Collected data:
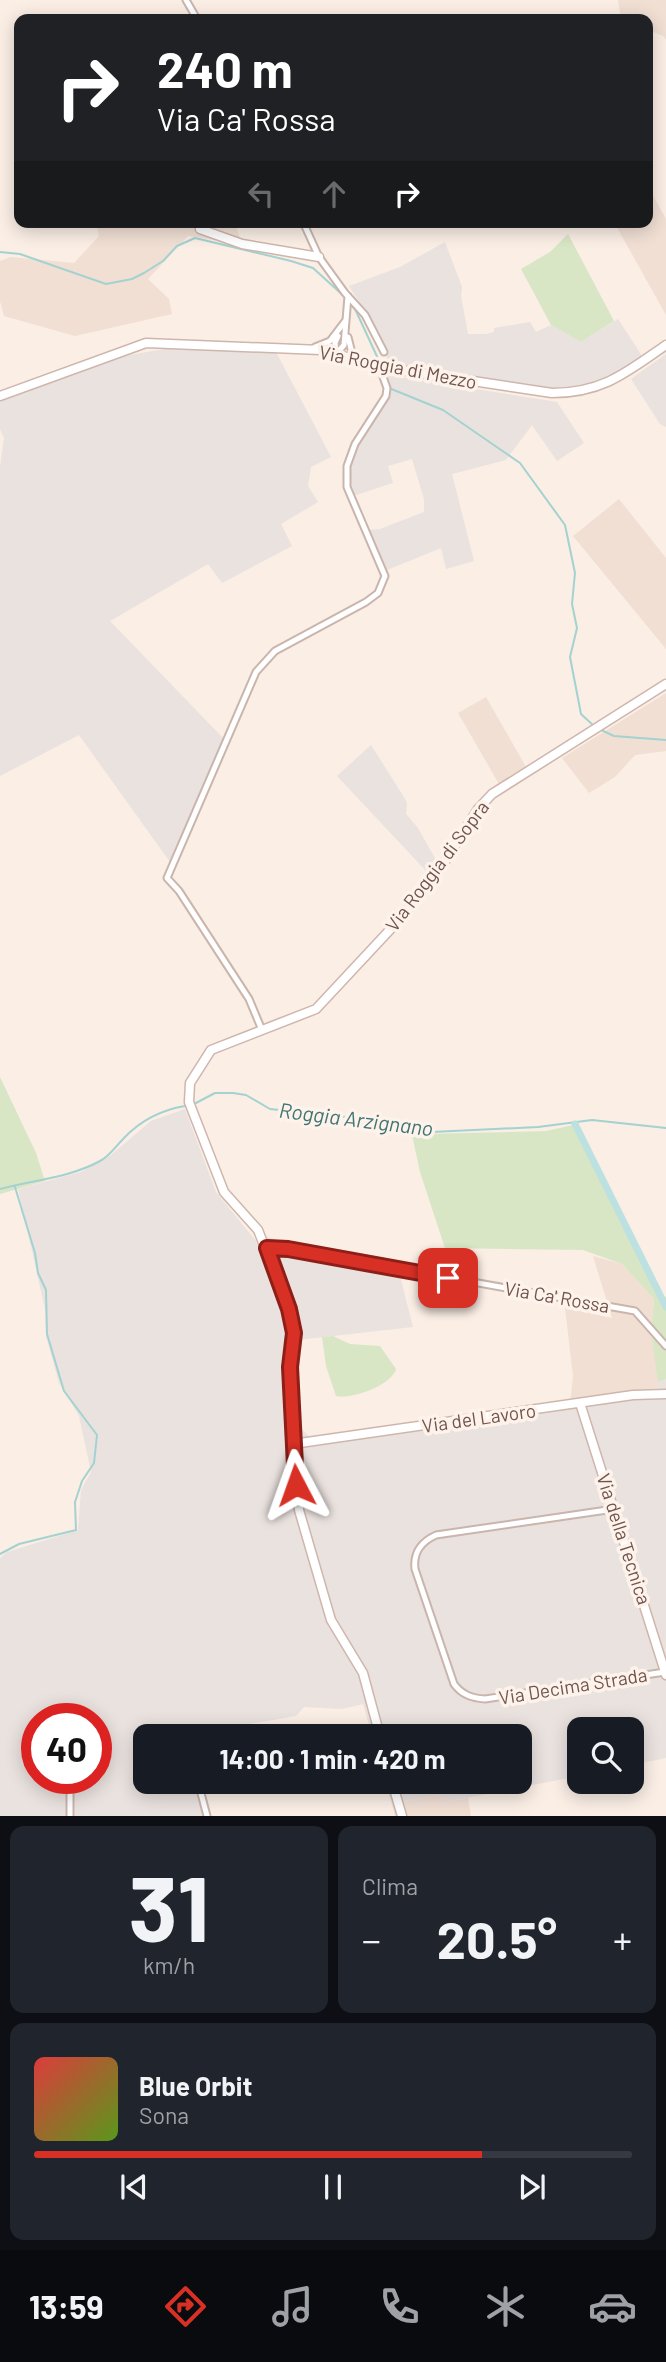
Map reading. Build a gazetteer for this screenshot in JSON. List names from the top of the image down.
{
  "streets": {
    "street": [
      "Via Roggia di Mezzo",
      "Via Roggia di Sopra",
      "Via Ca' Rossa",
      "Via del Lavoro",
      "Via della Tecnica",
      "Via Decima Strada"
    ]
  },
  "crossings": [
    ["Via Roggia di Sopra", "Via Ca' Rossa"],
    ["Via del Lavoro", "Via della Tecnica"],
    ["Via della Tecnica", "Via Decima Strada"]
  ],
  "water": ["Roggia Arzignano"],
  "page": {
    "turn": ["240 m", "Via Ca' Rossa"],
    "limit": "40",
    "trip": "14:00 · 1 min · 420 m",
    "tile": [
      ["31", "km/h"],
      "Clima"
    ],
    "heat": ["−", "20.5°", "+"],
    "song": ["Blue Orbit", "Sona"],
    "tabs": "13:59"
  }
}
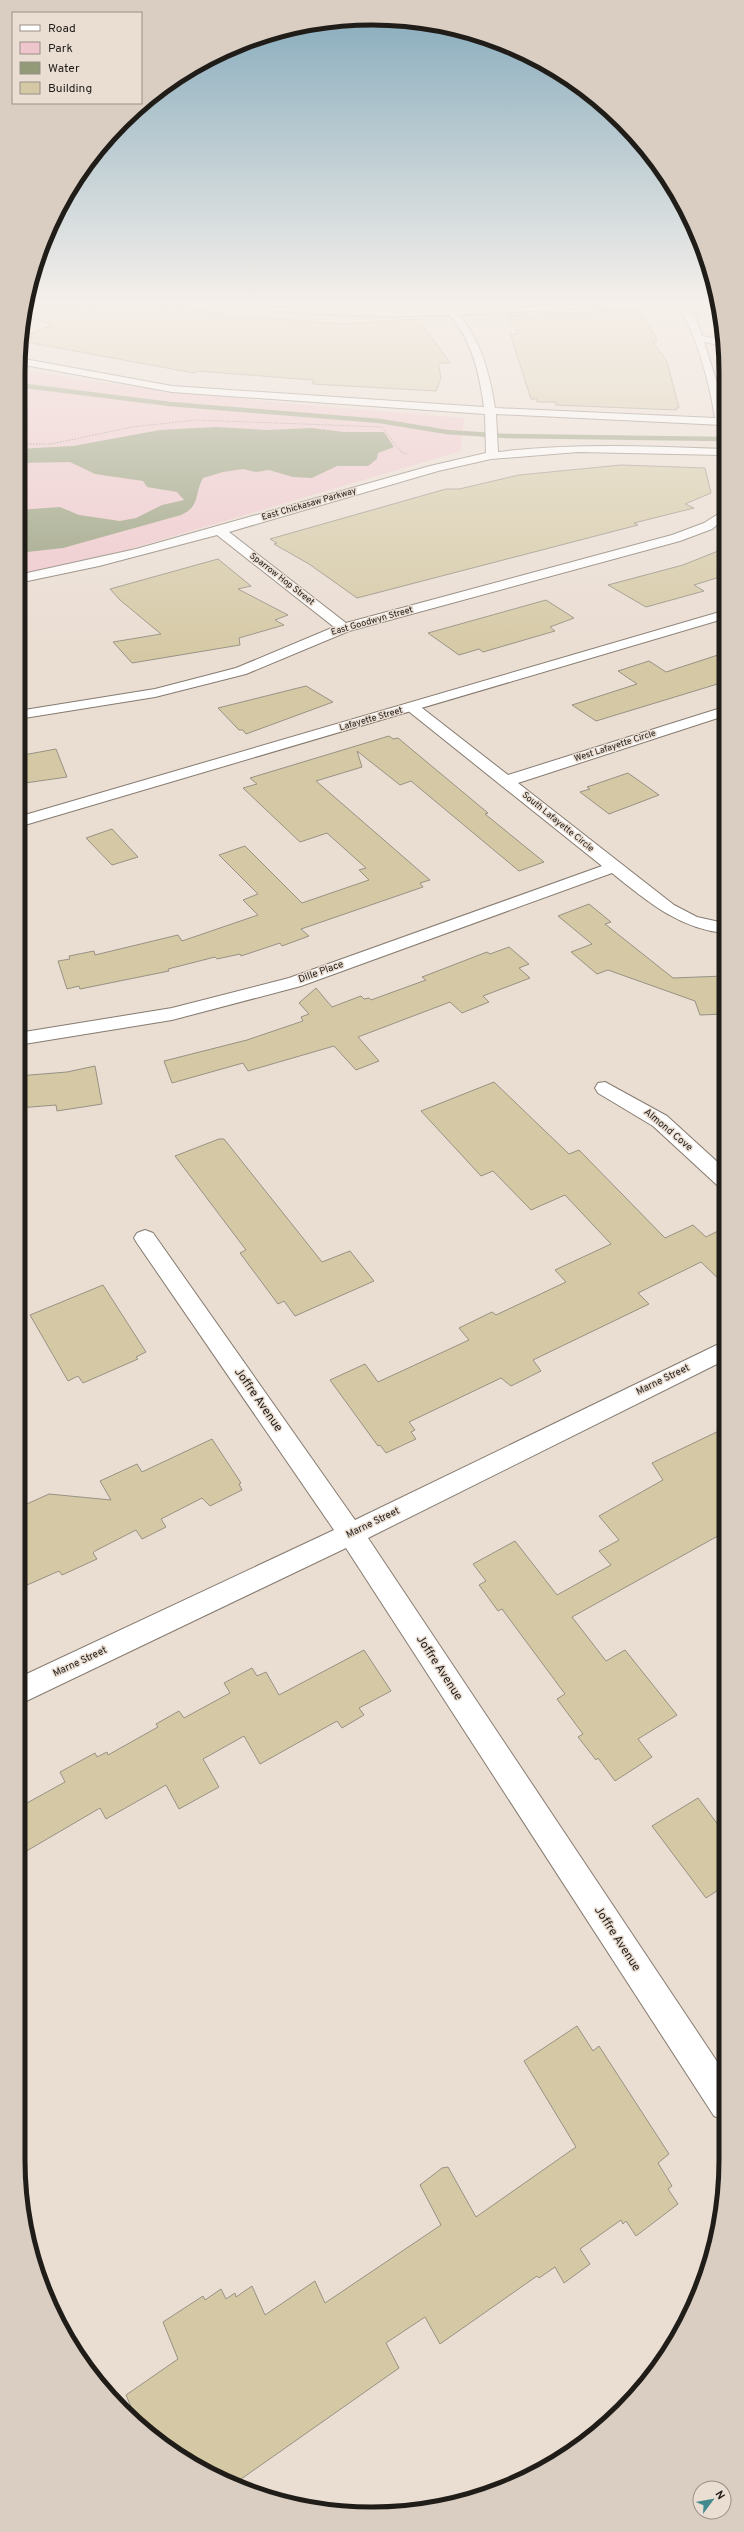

## Required work
Transcribe every line from the records above without alteration, and leave out the images.

## Output for this exercise
Map reading. Build a gazetteer for this screenshot in JSON. List names from the top of the image down.
{
  "streets": {
    "street": [
      "Via Roggia di Mezzo",
      "Via Roggia di Sopra",
      "Via Ca' Rossa",
      "Via del Lavoro",
      "Via della Tecnica",
      "Via Decima Strada"
    ]
  },
  "crossings": [
    ["Via Roggia di Sopra", "Via Ca' Rossa"],
    ["Via del Lavoro", "Via della Tecnica"],
    ["Via della Tecnica", "Via Decima Strada"]
  ],
  "water": ["Roggia Arzignano"],
  "page": {
    "turn": ["240 m", "Via Ca' Rossa"],
    "limit": "40",
    "trip": "14:00 · 1 min · 420 m",
    "tile": [
      ["31", "km/h"],
      "Clima"
    ],
    "heat": ["−", "20.5°", "+"],
    "song": ["Blue Orbit", "Sona"],
    "tabs": "13:59"
  }
}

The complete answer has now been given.